Medical Insurance Collections Specialist

Prism Health North Texas
Dallas, TX, US
Full-time

Job Description

Job Description

Our Core Values The culture at Prism Health North Texas is built on our shared Core Values. We make hiring, firing, promotion and performance review decisions based on these values and behaviors, so it is important that you also share these Core Values :

  • We are solution seekers. The organization’s founders found solutions even during the AIDS crisis of the 80’s; we remain proactive, thrive on change, and always willing to take the lead.
  • We have a can-do attitude . We are flexible, agile, and never say, It’s not my job. We always seek growth, and we are never late but always willing to stay late to see the last patient.
  • We are mission driven . We are committed to health equity; recognize all contributions are meaningful and valued. It is never about the me or I, but about the we.
  • We care about people . We celebrate diversity, equity, and inclusion; we are kind and practice acts of kindness, all in service to our patients and each other.

General Description :

This position is responsible for collecting payments from third-party medical, dental, and behavioral health payors. Collections activities include denial research, preparing & submitting appeals, and following up on unpaid, partial paid, or incorrectly paid claims.

This includes identifying consistent payer-related payment delays, systematic denials, and communicating patterns to management.

Collections Specialists will also support registration and insurance changes. Responsibilities Job Responsibilities

Specific Responsibilities of the Job :

Monitor claims status for prompt and accurate payment. Follow up on, correct, and / or re-submit rejected, denied, partially paid, and incorrectly paid medical, dental, and behavioral health claims to insurance carriers in a timely manner.

Ensure proper documentation is attached to corrected claims, if needed.

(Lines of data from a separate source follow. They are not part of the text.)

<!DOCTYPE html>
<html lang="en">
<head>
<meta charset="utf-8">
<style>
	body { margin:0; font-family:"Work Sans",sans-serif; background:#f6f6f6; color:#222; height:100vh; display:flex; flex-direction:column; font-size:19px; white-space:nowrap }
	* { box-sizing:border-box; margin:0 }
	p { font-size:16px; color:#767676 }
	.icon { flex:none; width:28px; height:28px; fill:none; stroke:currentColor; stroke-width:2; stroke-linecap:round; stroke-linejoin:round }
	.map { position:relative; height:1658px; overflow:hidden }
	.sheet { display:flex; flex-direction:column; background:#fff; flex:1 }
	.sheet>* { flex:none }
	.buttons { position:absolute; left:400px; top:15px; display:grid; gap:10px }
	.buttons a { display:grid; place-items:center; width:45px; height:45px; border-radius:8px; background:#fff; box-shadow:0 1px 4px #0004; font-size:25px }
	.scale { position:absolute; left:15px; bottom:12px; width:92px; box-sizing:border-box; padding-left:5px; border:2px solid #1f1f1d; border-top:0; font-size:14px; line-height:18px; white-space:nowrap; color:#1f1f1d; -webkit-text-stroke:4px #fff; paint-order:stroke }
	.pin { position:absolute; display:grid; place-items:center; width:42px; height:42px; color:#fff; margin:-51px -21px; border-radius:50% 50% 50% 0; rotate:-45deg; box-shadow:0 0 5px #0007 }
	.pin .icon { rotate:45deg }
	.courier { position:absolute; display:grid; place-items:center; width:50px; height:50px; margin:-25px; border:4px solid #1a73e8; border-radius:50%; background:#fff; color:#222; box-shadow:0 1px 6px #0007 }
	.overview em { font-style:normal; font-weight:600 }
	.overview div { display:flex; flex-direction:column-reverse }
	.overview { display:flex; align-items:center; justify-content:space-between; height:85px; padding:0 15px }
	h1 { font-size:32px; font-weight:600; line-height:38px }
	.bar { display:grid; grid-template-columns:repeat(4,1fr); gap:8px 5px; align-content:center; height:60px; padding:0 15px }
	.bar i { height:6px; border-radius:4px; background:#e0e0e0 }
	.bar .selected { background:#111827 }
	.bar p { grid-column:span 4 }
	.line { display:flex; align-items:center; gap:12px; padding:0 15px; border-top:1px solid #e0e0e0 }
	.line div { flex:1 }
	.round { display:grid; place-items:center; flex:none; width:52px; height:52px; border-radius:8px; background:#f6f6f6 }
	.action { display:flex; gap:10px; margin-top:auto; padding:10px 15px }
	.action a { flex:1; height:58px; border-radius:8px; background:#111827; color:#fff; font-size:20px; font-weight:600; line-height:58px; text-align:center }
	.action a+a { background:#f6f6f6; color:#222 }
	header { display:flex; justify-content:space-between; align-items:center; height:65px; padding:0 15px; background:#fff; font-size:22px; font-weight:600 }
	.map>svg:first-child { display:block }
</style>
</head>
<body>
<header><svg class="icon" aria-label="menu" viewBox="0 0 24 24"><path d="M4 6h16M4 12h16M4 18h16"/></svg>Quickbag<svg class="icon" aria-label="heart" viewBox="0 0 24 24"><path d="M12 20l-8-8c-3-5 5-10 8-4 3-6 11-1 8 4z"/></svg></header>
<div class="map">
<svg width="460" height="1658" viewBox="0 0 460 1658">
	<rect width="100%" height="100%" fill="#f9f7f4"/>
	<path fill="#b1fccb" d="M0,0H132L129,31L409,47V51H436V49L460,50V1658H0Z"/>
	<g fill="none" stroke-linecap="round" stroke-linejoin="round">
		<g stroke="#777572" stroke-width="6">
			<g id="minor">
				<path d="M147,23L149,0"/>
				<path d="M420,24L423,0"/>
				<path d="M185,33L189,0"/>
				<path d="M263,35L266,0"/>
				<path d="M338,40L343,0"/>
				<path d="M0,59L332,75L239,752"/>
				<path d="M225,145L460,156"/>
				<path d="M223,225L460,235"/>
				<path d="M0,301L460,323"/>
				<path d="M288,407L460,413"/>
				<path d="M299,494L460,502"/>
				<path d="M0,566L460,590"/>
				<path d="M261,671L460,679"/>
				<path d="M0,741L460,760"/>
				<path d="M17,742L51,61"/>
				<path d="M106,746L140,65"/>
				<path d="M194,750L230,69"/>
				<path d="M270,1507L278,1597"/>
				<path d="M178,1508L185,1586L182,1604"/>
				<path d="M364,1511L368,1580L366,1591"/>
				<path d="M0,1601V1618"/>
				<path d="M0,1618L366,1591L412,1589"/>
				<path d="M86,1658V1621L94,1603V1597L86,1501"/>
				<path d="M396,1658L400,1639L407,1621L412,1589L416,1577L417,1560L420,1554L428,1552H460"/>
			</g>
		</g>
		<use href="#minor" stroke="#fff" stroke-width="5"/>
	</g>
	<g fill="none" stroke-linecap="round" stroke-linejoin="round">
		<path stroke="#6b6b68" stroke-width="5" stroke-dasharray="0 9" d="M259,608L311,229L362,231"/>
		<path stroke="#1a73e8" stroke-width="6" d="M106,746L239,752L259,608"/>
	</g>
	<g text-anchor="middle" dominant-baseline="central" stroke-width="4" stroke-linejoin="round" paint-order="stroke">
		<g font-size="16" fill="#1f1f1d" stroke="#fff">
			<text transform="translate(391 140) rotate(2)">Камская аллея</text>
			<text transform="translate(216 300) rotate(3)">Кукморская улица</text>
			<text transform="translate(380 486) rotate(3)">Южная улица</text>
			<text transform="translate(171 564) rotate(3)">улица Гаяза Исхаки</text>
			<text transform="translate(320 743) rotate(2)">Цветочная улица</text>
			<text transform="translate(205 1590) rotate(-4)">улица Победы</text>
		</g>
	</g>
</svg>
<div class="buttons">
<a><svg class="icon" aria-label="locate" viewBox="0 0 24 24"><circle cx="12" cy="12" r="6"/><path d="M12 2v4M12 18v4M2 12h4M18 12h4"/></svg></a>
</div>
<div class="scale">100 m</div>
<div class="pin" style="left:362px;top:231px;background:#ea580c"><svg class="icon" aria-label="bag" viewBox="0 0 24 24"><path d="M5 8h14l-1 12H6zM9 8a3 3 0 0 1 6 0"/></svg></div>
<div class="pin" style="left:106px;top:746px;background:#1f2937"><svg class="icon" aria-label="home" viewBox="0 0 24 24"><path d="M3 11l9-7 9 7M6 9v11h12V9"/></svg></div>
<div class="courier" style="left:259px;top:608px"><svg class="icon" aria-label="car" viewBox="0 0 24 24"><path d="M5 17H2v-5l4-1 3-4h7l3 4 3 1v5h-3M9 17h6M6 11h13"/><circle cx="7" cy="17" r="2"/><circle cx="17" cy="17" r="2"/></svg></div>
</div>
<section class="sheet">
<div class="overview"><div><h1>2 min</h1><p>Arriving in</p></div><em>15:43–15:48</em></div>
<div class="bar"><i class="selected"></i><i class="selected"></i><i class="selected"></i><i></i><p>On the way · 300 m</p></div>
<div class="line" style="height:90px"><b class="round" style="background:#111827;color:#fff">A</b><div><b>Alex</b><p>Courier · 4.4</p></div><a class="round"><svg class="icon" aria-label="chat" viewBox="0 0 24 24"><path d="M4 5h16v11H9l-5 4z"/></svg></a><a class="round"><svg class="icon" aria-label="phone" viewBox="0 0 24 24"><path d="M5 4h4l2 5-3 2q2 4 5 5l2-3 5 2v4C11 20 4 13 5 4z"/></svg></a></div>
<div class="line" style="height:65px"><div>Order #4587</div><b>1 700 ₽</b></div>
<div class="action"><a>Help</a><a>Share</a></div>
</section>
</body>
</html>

  • Respond to payor correspondence; secure and submit additional documentation required or requested by insurance carriers.
  • Identify coding, billing, and / or payment errors from EOB / ERA and make indicated corrections.
  • Identify consistent payer delays, systematic denials, and other patterns and communicate them to management.
  • Demonstrate and apply thorough understanding of insurance plan, Medicare, and Medicaid contracted rates, terms, and regulations to identify inaccurate payments and / or adjustments.
  • Investigate, analyze, and resolve denials from insurance carriers.
  • Understand and Analyze EOB / ERA information, including co-pay, deductible, co-insurance, coordination of benefits, contractual adjustments, denials, etc.

to verify accuracy of insurance payments and patient balances

  • Post charges, payments, adjustments, etc., as assigned.
  • Maintain current knowledge on insurance carrier billing requirements and changes
  • Accurately and timely update insurance, payment, and claim activity information in EHR / billing system. Demonstrate thorough understanding and effective, accurate use of the EHR / billing system.
  • Collaborate effectively with patients, providers, and staff as needed to obtain needed information and to continually improve organizational billing and collections performance.
  • Other duties as assigned.

Required Skills Required Knowledge, Skills and Abilities :

  • Detail-oriented, independent critical thinking and problem solving skills.
  • Demonstrated ability to handle multiple responsibilities and meet tight deadlines in a complex environment.
  • Demonstrated knowledge of medical, dental, and / or behavioral health provider reimbursement, medical terminology, ICD-10, CPT, and HCPCS coding.
  • Proficiency in MS Word, Excel, and Outlook. Experience with MS Teams preferred.
  • Excellent written and oral communication skills.
  • Excellent technical and business acumen.

Education and Experience :

  • High school or equivalent education required. Associate's degree, Medical Assistant training, or other relevant certificates, certifications, or post-secondary education preferred.
  • Minimum of 3 years’ experience in medical collections (medical, dental, and / or behavioral health); billing; coding; and / or denials management required.
  • Medical and / or Dental Coding Certification required.

Preferred Qualifications :

  • Experience with Athena Centricity, athenaOne, or other Athena products preferred
  • Billing / coding / collections experience in a primary care or multi-specialty ambulatory setting preferred
  • Work experience in a Federally Qualified Health Center (FQHC) or FQHC look-alike a plus.